Right after Ivaan died, a decent cross-section of "lifelong bachelors" began showing up, bearing chocolates, wine, flowers, and in one case homemade hummus...all intent on one thing: to "comfort the afflicted". My Dad was the first one to burst my balloon. When the first bachelor gamely tried out his courting ritual (at the actual funeral), Dad summed it up eloquently. "He probably thinks you're good at looking after people. That must be the attraction", opined Dad. I mean, why bother with niceties when you can convey precisely what you mean AND flatten the romantic aspirations of a newly-bereaved widow at the same time? Just kidding. All I really wanted was to go home, and climb into bed. Alone. And sleep for about two months straight. But Dad is a male too, and he was once widowed and solvent. As I recall, the first candidate for the role of Wicked Stepmother arrived at our family's door soon after our mother's death, without fanfare, but with luggage, which Dad promptly threw out said door.

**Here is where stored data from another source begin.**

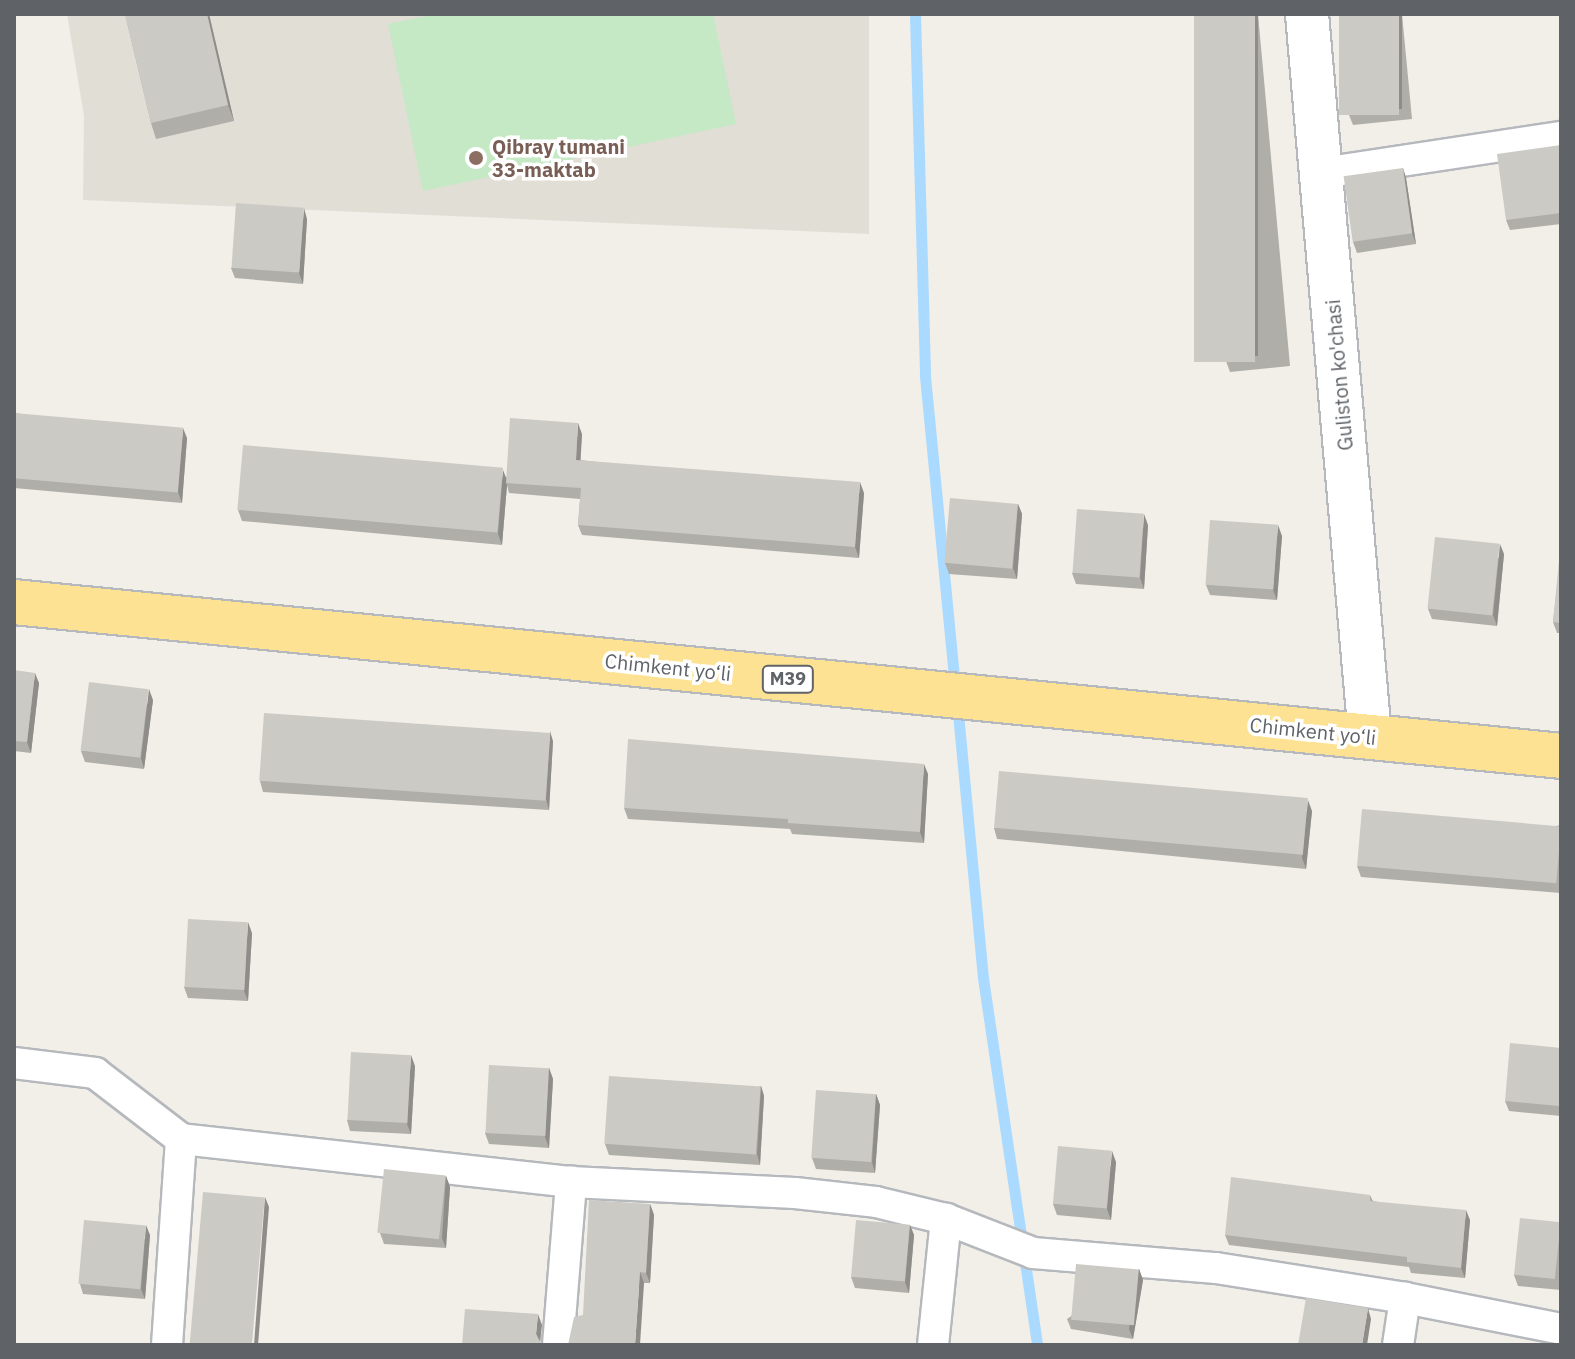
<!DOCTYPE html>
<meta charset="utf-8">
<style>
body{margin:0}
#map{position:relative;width:1575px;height:1359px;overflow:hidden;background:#f1efe8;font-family:"IBM Plex Sans",sans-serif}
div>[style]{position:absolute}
.education>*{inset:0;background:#e1ded6}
.green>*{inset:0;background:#c5e8c5}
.stream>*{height:11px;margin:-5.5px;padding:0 5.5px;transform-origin:5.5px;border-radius:5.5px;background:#aadaff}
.roads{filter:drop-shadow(2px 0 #b5b8bc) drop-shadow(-2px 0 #b5b8bc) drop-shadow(0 2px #b5b8bc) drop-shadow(0 -2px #b5b8bc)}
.street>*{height:30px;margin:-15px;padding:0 15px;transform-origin:15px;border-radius:15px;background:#fff}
.secondary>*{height:42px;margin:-21px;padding:0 21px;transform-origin:21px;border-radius:21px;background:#fff}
.highway>*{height:44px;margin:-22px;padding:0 22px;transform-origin:22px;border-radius:22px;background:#fde293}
.wall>*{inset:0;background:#afaea9}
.shaded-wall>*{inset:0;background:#8f8d8a;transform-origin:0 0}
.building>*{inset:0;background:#cccac5;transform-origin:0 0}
.dots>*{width:22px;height:22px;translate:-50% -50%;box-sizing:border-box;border:4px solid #fff;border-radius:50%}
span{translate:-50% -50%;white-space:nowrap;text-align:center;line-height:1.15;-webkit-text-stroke:7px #fff;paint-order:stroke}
.shield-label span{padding:2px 6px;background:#fff;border:2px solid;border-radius:6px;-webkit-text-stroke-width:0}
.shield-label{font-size:18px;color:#5f6368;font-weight:700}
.education-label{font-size:20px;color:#785e54;font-weight:700}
.left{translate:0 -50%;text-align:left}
.street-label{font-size:20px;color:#5f6368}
.frame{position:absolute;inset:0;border:16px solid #5f6368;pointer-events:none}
</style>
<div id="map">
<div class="education">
<div style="clip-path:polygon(67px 14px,869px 14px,869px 234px,83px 200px,84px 116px)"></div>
</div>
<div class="green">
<div style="clip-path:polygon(436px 14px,713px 14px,736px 124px,423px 191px,388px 24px)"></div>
</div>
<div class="stream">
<div style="left:915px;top:14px;width:362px;rotate:88.4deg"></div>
<div style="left:925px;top:376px;width:311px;rotate:84.5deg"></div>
<div style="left:957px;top:703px;width:276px;rotate:84.6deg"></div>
<div style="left:983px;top:978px;width:371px;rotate:81.6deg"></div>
</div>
<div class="roads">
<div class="street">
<div style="left:1322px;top:173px;width:242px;rotate:-8.6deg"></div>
<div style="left:14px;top:1063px;width:82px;rotate:7deg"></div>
<div style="left:95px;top:1073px;width:108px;rotate:37.5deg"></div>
<div style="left:181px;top:1139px;width:392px;rotate:6.3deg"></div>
<div style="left:571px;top:1182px;width:224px;rotate:2.8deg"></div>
<div style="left:795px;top:1193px;width:81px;rotate:6.3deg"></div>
<div style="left:876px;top:1202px;width:72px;rotate:13.7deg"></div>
<div style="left:946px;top:1219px;width:93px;rotate:21.3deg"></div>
<div style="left:1033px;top:1253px;width:184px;rotate:4.7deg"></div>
<div style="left:1216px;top:1268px;width:191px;rotate:9deg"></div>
<div style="left:1405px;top:1298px;width:159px;rotate:11.2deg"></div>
<div style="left:167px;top:1345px;width:206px;rotate:-86.1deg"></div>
<div style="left:558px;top:1345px;width:164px;rotate:-85.4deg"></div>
<div style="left:933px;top:1345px;width:127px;rotate:-84.1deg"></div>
<div style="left:1398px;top:1345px;width:48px;rotate:-81.5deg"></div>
</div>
<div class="secondary">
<div style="left:1307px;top:14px;width:726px;rotate:85.02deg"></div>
</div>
<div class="highway">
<div style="left:14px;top:602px;width:1555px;rotate:5.68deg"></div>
</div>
</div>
<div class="wall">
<div style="clip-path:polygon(125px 14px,209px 14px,234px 121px,156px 139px,151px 123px)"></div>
<div style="clip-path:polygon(1194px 14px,1258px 14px,1290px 366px,1230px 372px,1226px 361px)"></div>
<div style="clip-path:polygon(1339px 14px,1402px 14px,1412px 119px,1353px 125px,1349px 115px)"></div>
<div style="clip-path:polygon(1561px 145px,1561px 224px,1510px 230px,1506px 220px)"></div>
<div style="clip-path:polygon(1403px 168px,1406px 178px,1416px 244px,1357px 253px,1353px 242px)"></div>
<div style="clip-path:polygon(307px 219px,303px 284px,235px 278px,231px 268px)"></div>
<div style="clip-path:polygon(14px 413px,187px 438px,182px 503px,14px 488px)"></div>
<div style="clip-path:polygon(582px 434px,580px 460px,864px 493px,859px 558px,582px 535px,578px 525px,580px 499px,509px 493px,507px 485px,502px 545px,242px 521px,238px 510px,506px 477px)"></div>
<div style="clip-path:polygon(1018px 504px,1022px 514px,1017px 579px,949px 574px,945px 563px)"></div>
<div style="clip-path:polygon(1148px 525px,1144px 589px,1076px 584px,1072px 573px)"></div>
<div style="clip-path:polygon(1282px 536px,1277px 600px,1210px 595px,1206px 585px)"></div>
<div style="clip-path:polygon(1561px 551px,1561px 633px,1557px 633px,1553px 622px)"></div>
<div style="clip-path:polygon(1504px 554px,1497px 626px,1432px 619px,1428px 609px)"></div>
<div style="clip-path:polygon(14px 670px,39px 683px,31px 753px,14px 751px)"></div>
<div style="clip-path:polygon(153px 700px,144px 769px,85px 762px,81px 751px)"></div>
<div style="clip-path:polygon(553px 741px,549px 810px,263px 792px,260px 781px)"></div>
<div style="clip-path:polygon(928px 774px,924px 843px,792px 834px,790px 829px,628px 819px,624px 808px)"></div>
<div style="clip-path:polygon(1312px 811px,1306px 869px,997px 839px,994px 828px)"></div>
<div style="clip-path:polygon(1561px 825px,1561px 893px,1361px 877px,1357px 866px)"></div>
<div style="clip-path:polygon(252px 933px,248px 1001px,188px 998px,184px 987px)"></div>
<div style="clip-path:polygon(1561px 1048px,1561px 1116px,1509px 1111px,1505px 1101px)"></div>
<div style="clip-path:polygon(415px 1066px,411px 1134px,350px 1131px,347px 1120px)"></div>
<div style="clip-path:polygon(549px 1068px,553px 1079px,549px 1148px,489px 1144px,485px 1133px)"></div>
<div style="clip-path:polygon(761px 1086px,764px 1096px,760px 1165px,609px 1155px,605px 1144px)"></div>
<div style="clip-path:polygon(876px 1094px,880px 1105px,875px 1173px,816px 1169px,812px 1158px)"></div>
<div style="clip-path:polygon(1116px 1162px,1111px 1220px,1057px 1215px,1053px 1204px)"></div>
<div style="clip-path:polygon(446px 1176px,450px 1187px,446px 1248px,384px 1244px,380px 1233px)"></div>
<div style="clip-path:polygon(1370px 1195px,1373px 1201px,1470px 1220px,1465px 1278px,1411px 1273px,1409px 1267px,1229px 1245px,1225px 1235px)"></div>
<div style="clip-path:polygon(650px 1204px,654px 1215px,650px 1283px,644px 1283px,583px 1315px)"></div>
<div style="clip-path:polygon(1561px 1222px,1561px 1290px,1518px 1286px,1514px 1275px)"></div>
<div style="clip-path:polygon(910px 1225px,914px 1235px,909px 1293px,855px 1288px,851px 1277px)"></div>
<div style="clip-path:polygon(150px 1235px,145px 1299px,83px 1294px,80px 1284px)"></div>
<div style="clip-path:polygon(1139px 1269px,1143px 1280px,1133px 1339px,1071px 1329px,1067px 1319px)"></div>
</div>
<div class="shaded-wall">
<div style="clip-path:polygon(207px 14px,209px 14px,234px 121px,228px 105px)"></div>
<div style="left:1255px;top:14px;width:3px;height:342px"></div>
<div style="left:1399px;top:14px;width:3px;height:95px"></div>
<div style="clip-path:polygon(1403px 168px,1406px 178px,1416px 244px,1412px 233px)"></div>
<div style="clip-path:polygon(304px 208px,307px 219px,303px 284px,299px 273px)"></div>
<div style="clip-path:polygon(578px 423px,582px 434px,580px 470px,576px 460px)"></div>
<div style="clip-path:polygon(183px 428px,187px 438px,182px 503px,178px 492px)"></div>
<div style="clip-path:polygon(503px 470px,507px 480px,506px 483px,507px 485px,502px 545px,498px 534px)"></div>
<div style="clip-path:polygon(860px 482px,864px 493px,859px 558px,855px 547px)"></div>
<div style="clip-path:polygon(1018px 504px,1022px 514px,1017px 579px,1013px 568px)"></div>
<div style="clip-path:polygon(1144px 514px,1148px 525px,1144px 589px,1140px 578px)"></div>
<div style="clip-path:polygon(1278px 525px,1282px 536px,1277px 600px,1273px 590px)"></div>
<div style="clip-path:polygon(1500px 544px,1504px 554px,1497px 626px,1493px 615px)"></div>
<div style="clip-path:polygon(35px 673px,39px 683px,31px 753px,27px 742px)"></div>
<div style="clip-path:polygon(149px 689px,153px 700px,144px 769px,141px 758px)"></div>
<div style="clip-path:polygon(550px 731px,553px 741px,549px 810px,546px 799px)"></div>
<div style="clip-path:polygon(924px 764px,928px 774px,924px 843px,920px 832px)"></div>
<div style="clip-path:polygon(1308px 800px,1312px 811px,1306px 869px,1302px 858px)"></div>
<div style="clip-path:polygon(248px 922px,252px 933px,248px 1001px,244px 991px)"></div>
<div style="clip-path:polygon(411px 1055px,415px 1066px,411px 1134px,407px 1124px)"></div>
<div style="clip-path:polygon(549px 1068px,553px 1079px,549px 1148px,545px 1137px)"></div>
<div style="clip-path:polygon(761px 1086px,764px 1096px,760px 1165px,757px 1154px)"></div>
<div style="clip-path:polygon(876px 1094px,880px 1105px,875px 1173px,872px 1162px)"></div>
<div style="clip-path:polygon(1112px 1151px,1116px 1162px,1111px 1220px,1107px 1209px)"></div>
<div style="clip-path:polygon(446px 1176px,450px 1187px,446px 1248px,442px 1238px)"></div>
<div style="clip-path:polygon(265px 1197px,269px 1207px,258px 1345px,254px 1345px)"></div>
<div style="clip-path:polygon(650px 1204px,654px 1215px,650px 1283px,646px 1273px)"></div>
<div style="clip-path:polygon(1466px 1210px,1470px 1220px,1465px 1278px,1461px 1268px)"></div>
<div style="clip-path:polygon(146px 1225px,150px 1235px,145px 1299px,141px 1289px)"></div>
<div style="clip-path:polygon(910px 1225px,914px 1235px,909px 1293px,905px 1282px)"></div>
<div style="clip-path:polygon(1139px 1269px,1143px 1280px,1133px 1339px,1129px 1329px)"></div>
<div style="clip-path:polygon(640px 1272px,644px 1283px,640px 1345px,635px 1345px)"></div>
<div style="clip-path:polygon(1368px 1308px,1371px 1319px,1367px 1345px,1362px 1345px)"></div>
<div style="clip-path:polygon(538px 1314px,542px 1325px,540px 1344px,536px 1334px)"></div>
</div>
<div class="building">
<div style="clip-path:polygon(125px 14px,207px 14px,228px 105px,151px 123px)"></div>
<div style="left:1194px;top:14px;width:61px;height:348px"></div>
<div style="left:1339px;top:14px;width:60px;height:101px"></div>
<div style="clip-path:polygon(1561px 145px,1561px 213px,1506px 220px,1497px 154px)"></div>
<div style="left:1403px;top:168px;width:66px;height:60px;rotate:82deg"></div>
<div style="left:236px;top:203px;width:68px;height:65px;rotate:4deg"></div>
<div style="left:14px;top:413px;width:170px;height:65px;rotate:5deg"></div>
<div style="clip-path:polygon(510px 418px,578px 423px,576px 460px,860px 482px,855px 547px,578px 525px,581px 488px,506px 483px)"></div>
<div style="left:243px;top:445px;width:261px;height:65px;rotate:5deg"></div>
<div style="left:950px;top:498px;width:68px;height:65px;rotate:5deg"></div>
<div style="left:1077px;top:509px;width:67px;height:64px;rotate:4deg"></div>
<div style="left:1210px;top:520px;width:68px;height:65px;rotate:4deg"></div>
<div style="left:1435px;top:537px;width:65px;height:72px;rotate:6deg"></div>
<div style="clip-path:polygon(1560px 551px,1561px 551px,1561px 623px,1553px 622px)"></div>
<div style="clip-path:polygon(14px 670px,35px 673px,27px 742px,14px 741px)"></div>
<div style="left:89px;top:682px;width:60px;height:69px;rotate:7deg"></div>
<div style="left:264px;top:713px;width:287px;height:68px;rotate:4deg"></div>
<div style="clip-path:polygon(628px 739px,924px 764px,920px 832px,788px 823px,788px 819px,624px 808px)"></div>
<div style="left:999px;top:771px;width:310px;height:57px;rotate:5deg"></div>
<div style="left:1362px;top:809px;width:200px;height:57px;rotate:5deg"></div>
<div style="left:188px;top:919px;width:60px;height:68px;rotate:3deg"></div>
<div style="clip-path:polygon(1510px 1043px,1561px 1048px,1561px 1082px,1559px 1106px,1505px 1101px)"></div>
<div style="left:351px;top:1052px;width:60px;height:68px;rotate:3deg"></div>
<div style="left:489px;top:1065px;width:60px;height:68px;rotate:3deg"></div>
<div style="left:609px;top:1076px;width:152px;height:68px;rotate:4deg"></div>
<div style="left:816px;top:1090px;width:60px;height:68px;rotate:4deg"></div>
<div style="left:1058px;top:1146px;width:54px;height:58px;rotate:5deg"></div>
<div style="left:384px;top:1169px;width:62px;height:64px;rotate:6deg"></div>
<div style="clip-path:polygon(1231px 1177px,1370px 1195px,1370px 1201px,1466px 1210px,1461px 1268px,1407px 1262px,1407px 1257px,1225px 1235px)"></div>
<div style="left:203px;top:1192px;width:62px;height:153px;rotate:5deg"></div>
<div style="clip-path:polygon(589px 1200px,650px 1204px,646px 1273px,640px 1272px,635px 1345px,568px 1345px,574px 1317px,583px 1315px)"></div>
<div style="left:1520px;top:1218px;width:41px;height:57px;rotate:6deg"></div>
<div style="left:84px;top:1220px;width:62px;height:64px;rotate:5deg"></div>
<div style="left:856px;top:1220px;width:54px;height:57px;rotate:5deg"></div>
<div style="left:1076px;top:1264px;width:63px;height:56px;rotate:5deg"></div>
<div style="clip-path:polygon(1306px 1298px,1368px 1308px,1362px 1345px,1298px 1345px)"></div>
<div style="clip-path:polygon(465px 1309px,538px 1314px,536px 1334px,542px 1345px,462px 1345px)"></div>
</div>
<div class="dots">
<div style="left:476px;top:158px;background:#8d6e63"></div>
</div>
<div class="shield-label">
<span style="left:788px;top:679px">M39</span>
</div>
<div class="education-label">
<span class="left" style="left:492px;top:158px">Qibray tumani<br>33-maktab</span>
</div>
<div class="street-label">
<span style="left:1339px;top:375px;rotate:-95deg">Guliston ko'chasi</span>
<span style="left:668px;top:667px;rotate:6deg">Chimkent yo‘li</span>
<span style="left:1313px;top:731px;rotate:6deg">Chimkent yo‘li</span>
</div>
<div class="frame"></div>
</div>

 So, back to the issue at hand. I have summarily rejected all applicants for the job of whatever you call a male hanger-on of a woman of mature years and adequate means, regardless of their self-proclaimed attractions, and will continue to do so for, I hope, many years to come. So you can take that, Mack, Mick, Mark, Mike, or whatever monosyllable you are currently going by, and go fishing with it in the shallower end of the genetic pool than the one in which you currently stand. The one with the leeches. FIN.